FOCUS: The biopolitics of ‘post-truth’

Des Fitzgerald

‘One of my most cherished possessions,’ wrote Susah Desmond-Hellman, the Chief Executive of the Bill and Melinda Gates Foundation in The Guardian recently, ‘is a handmade cherrywood salad bowl that’s never held a leaf of lettuce….

It is 25 years old and gets more beautiful every year. The bowl was a gift, carved by a widower who was left to raise his daughter alone when his wife died under my care as an oncologist. My patient, who I’ll call Erica, had the most challenging form of breast cancer and I didn’t have the tools to save her life. I’ve always felt undeserving of the gift, despite doing everything I could.

Five years later, I participated in the development of a medicine for Erica’s type of cancer, Herceptin. While regretting that it had not come fast enough for Erica, I am deeply grateful for the scientific advances that mean better care for patients like her today.

Now, at the helm of the Bill & Melinda Gates Foundation, I see how scientific breakthroughs, such as new vaccines and hardier crops, are helping to make the world safer, healthier and more equal. Life is better because of science, and in the next few decades more discoveries will further improve the human condition.
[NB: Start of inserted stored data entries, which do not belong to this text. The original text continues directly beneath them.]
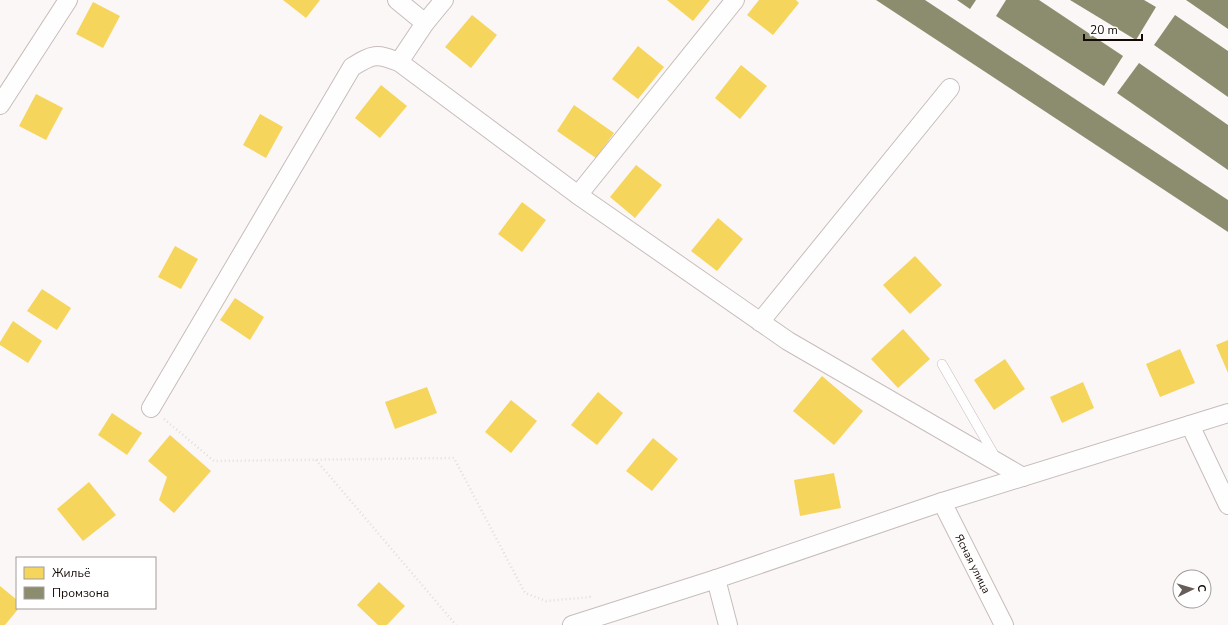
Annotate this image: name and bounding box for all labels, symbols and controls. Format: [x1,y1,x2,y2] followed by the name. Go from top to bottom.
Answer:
[1084,16,1142,42] scale bar
[1090,22,1118,38] text: 20 m
[951,532,994,596] street label: Ясная улица
[16,557,156,609] legend
[52,565,90,581] text: Жильё
[1172,569,1212,609] north arrow
[1194,584,1209,593] text: С
[52,585,109,601] text: Промзона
Desmond-Hellman’s article was a condensation of a Rede lecture that she had delivered at Cambridge University in June. Perhaps inevitably, in 2017, her topic for this prestigious lecture was the place of scientific method, and scientific expertise, in an era of ‘post-truth’ and ‘fake news.’
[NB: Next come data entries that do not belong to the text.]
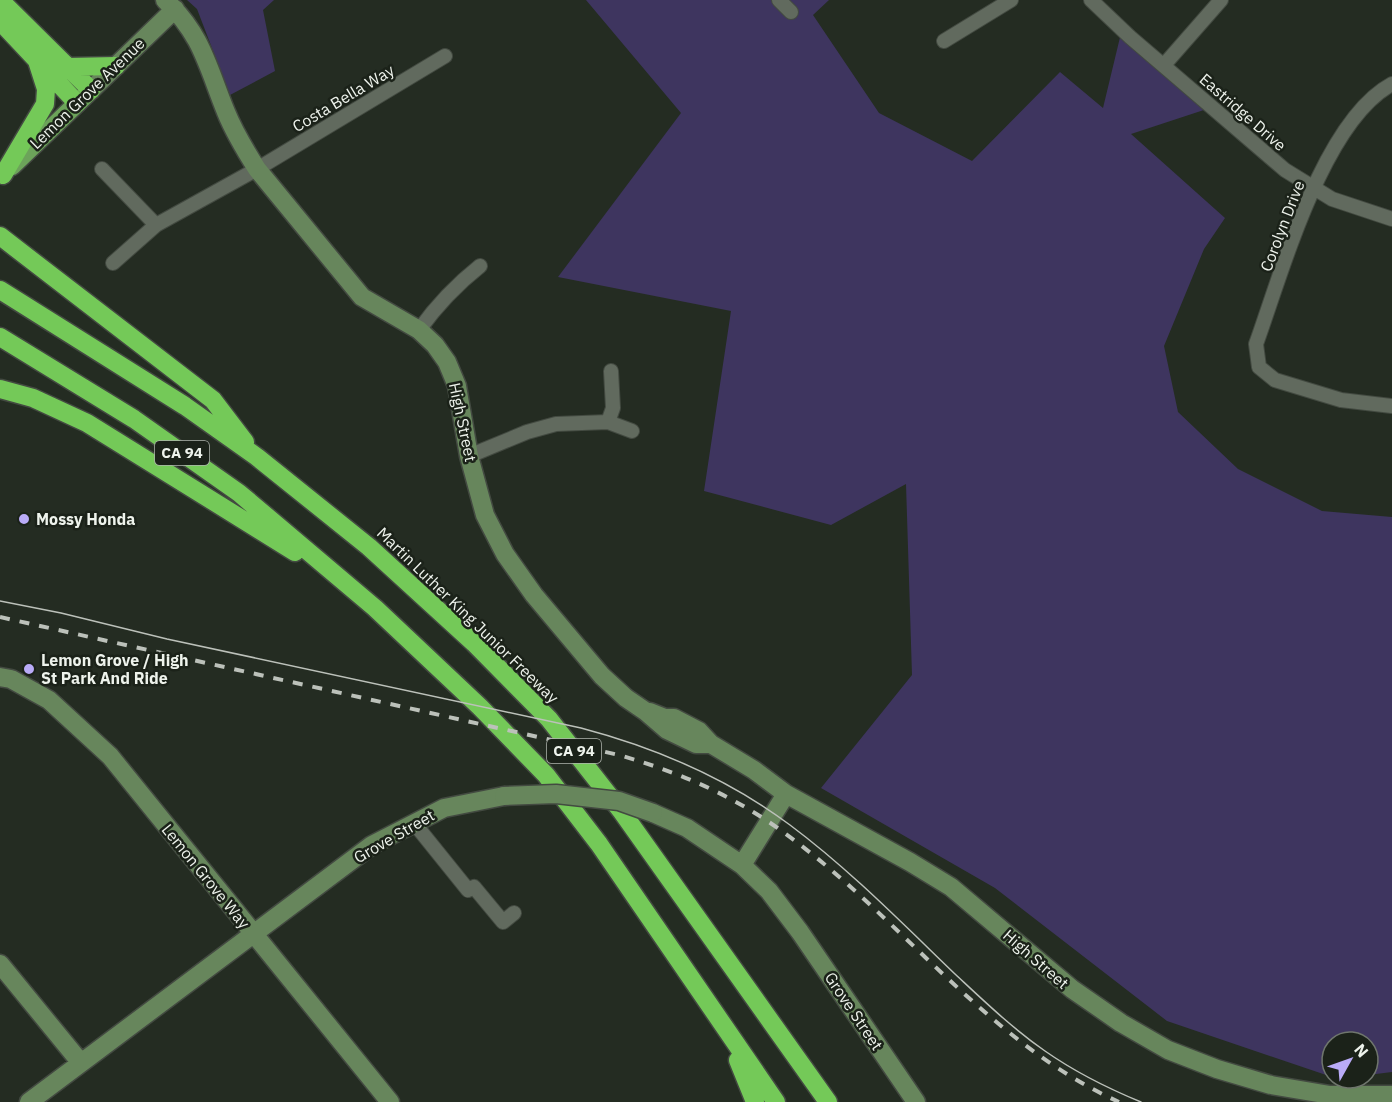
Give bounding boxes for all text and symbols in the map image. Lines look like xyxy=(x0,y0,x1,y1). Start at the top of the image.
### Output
street label: Lemon Grove Avenue xyxy=(25,33,149,153)
street label: Costa Bella Way xyxy=(288,60,398,136)
street label: Eastridge Drive xyxy=(1196,69,1291,155)
street label: Corolyn Drive xyxy=(1255,177,1309,274)
street label: High Street xyxy=(445,381,481,463)
road number: CA 94 xyxy=(155,441,209,465)
place label: Mossy Honda xyxy=(36,509,135,529)
marker: Mossy Honda xyxy=(17,512,31,526)
street label: Martin Luther King Junior Freeway xyxy=(373,523,563,707)
place label: Lemon Grove / High St Park And Ride xyxy=(41,650,189,688)
marker: Lemon Grove / High St Park And Ride xyxy=(22,662,36,676)
road number: CA 94 xyxy=(547,739,601,763)
street label: Grove Street xyxy=(350,805,438,867)
street label: Lemon Grove Way xyxy=(158,820,254,932)
street label: High Street xyxy=(999,925,1073,993)
street label: Grove Street xyxy=(821,968,887,1054)
north arrow xyxy=(1320,1030,1380,1090)
text: N xyxy=(1350,1039,1373,1061)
Desmond-Hellman is of course far from alone in alighting on this issue: the now ubiquitous neologism, ‘post-truth,’ identifies a recent anxiety, among policy-makers, journalists, academics, and many of the other ideological architects of late capitalism, that following the election of Donald Trump, as well as the vote in favour of Brexit, those epistemological mainstays of liberal democracy, ‘facts’ and ‘truth,’ now form a diminished currency. But if there has been much hand-wringing about this development, what distinguished Desmond-Hellman’s contribution was that she turned her analysis of ‘post truth’ on a very specific and concrete set of questions, at the intersection of mortality, philanthropy, bioscience, and capital.

In this short focus piece, I want to show how, from the point of view of Science and Technology Studies (STS), or the sociology of science more generally, Desmond-Hellman offers a much more potent analytic opening than the wearying discourse of a certain kind of public intellectual or popular scientist – several of which have recently tried to analyze the same phenomenon, ‘post-truth,’ through its relationship to one or more of ‘postmodernism,’ ‘relativism’ or ‘the left.’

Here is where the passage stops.